Observé cómo mi hija salía con su niñera.

– Lo siento -dijo Eleanor.

– ¿Qué, el dibujo? No te preocupes. Me gusta. Lo voy a poner en la nevera.

– No sé dónde lo oyó. No le he dicho directamente a ella que tú luchas con los demonios. Debe de haberme escuchado al teléfono o algo.

En cierto modo habría preferido que se lo hubiera dicho directamente a nuestra hija. La idea de que Eleanor estuviera hablando de mí de ese modo con alguien más -alguien al que no mencionó- me molestó. Traté de disimularlo.

– No pasa nada -dije-. Míralo de esta forma, cuando vaya a la escuela y los niños digan que su papá es abogado o bombero, ella tendrá el comodín. Dirá que su padre lucha contra los demonios.

Eleanor se echó a reír, pero se interrumpió al pensar en algo.

– Me pregunto qué dirá que hace su madre.

No podía responder a eso, así que cambié de tema.

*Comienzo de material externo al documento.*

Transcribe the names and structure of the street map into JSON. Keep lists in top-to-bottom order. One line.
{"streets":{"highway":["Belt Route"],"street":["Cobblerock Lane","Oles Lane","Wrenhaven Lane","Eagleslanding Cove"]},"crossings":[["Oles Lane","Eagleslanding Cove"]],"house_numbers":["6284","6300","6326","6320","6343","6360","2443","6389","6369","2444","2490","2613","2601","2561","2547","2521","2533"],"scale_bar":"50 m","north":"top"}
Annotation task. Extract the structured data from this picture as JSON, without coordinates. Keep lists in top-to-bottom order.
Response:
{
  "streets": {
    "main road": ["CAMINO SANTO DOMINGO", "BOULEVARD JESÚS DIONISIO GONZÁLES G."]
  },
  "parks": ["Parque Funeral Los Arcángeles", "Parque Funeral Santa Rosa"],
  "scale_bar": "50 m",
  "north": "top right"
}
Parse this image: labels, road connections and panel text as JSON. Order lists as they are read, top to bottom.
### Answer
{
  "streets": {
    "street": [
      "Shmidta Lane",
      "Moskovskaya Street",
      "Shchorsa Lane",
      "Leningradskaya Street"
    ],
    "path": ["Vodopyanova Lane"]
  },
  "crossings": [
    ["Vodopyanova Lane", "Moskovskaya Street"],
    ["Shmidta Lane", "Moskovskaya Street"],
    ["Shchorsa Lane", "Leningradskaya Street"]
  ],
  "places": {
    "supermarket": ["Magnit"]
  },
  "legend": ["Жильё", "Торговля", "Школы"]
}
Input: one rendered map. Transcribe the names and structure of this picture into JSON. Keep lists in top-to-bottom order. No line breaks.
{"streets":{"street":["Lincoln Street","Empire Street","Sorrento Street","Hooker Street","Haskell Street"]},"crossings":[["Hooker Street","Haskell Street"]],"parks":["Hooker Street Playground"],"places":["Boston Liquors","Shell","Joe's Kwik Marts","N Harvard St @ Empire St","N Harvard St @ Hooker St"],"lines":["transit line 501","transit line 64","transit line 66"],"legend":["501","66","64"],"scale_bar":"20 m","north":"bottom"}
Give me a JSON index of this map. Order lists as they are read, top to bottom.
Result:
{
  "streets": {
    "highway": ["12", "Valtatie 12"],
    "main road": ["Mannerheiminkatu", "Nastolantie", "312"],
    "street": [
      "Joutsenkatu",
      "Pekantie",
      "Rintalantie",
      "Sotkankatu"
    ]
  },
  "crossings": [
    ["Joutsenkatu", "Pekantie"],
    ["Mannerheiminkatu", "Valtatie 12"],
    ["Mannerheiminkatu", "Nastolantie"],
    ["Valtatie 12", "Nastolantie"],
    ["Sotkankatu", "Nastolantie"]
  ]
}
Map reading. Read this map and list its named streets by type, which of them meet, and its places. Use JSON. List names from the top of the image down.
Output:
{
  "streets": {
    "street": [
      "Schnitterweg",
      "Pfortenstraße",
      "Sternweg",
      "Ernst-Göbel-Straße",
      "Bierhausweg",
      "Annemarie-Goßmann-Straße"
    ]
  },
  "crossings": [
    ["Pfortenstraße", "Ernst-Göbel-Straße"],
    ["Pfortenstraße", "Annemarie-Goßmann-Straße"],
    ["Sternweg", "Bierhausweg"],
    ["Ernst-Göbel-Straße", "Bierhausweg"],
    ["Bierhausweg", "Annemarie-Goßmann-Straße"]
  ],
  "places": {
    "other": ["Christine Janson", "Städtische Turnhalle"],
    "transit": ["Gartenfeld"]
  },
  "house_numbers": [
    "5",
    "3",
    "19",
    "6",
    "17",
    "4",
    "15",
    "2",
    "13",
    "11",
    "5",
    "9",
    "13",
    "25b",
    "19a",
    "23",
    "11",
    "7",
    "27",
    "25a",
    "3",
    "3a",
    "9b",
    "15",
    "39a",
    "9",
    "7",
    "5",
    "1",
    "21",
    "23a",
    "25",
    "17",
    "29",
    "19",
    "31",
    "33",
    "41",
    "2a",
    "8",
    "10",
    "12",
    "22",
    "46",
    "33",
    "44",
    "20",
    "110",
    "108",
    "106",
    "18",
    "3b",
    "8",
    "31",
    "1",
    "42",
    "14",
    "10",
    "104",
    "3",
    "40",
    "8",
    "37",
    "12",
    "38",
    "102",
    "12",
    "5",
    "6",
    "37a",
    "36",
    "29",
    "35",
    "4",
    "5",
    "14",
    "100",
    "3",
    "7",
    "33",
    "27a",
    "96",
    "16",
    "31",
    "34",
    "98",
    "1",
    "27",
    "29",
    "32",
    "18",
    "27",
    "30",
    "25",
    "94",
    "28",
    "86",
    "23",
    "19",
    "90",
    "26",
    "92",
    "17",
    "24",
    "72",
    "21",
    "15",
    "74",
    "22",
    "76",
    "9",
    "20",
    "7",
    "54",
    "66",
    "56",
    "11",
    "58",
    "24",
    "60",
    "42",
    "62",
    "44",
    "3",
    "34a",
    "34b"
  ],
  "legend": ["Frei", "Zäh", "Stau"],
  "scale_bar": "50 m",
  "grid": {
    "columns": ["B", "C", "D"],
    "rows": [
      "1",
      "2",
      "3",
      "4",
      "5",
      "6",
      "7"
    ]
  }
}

– Me gusta porque su visión del mundo está despejada de significados más profundos -dije mientras volvía a mirar el dibujo-. Es tan inocente…

Negué con la cabeza y recordé una historia.

– Cuando era niño y todavía vivía con mi madre, hubo una vez en que teníamos coche. Un Plymouth Belvedere de dos colores con transmisión automática. Creo que se lo dejó su abogado durante un par de años. El caso es que ella de repente decidió que quería recorrer el país de vacaciones. Así que cargamos el coche y simplemente nos fuimos. Ella y yo.

»Bueno, en algún sitio del sur, no recuerdo dónde, paramos a echar gasolina y había dos fuentes de agua al lado de la estación de servicio. Había dos carteles. Uno decía "Blancos" y el otro "De color". Y el caso es que yo fui al que ponía "De color" porque quería saber de qué color sería el agua. Antes de hacerlo, mi madre me agarró y me explicó algunas cosas.

»Recuerdo eso y la verdad es que me habría gustado que me hubiera dejado ver el agua sin explicarme nada.

Eleanor sonrió.

– ¿Qué edad tenías?

– No lo sé. Unos ocho.

Ella se levantó entonces y se me acercó. Me besó en la mejilla y yo dejé que lo hiciera. La enlacé suavemente por la cintura.

– Buena suerte con tus demonios, Harry.

– Sí.

– Si alguna vez cambias de idea, estoy aquí. Estamos aquí.

Asentí.

– Ella hará que tú cambies de idea, Eleanor. Espera y verás.

Eleanor sonrió, pero de manera triste, y me acarició la barbilla con suavidad.

– Asegúrate de que la puerta queda bien cerrada.

– Claro.

La solté y vi que caminaba hacia la cocina. Después miré el dibujo del hombre que peleaba con su demonio. Mi hija me había puesto una sonrisa en el rostro.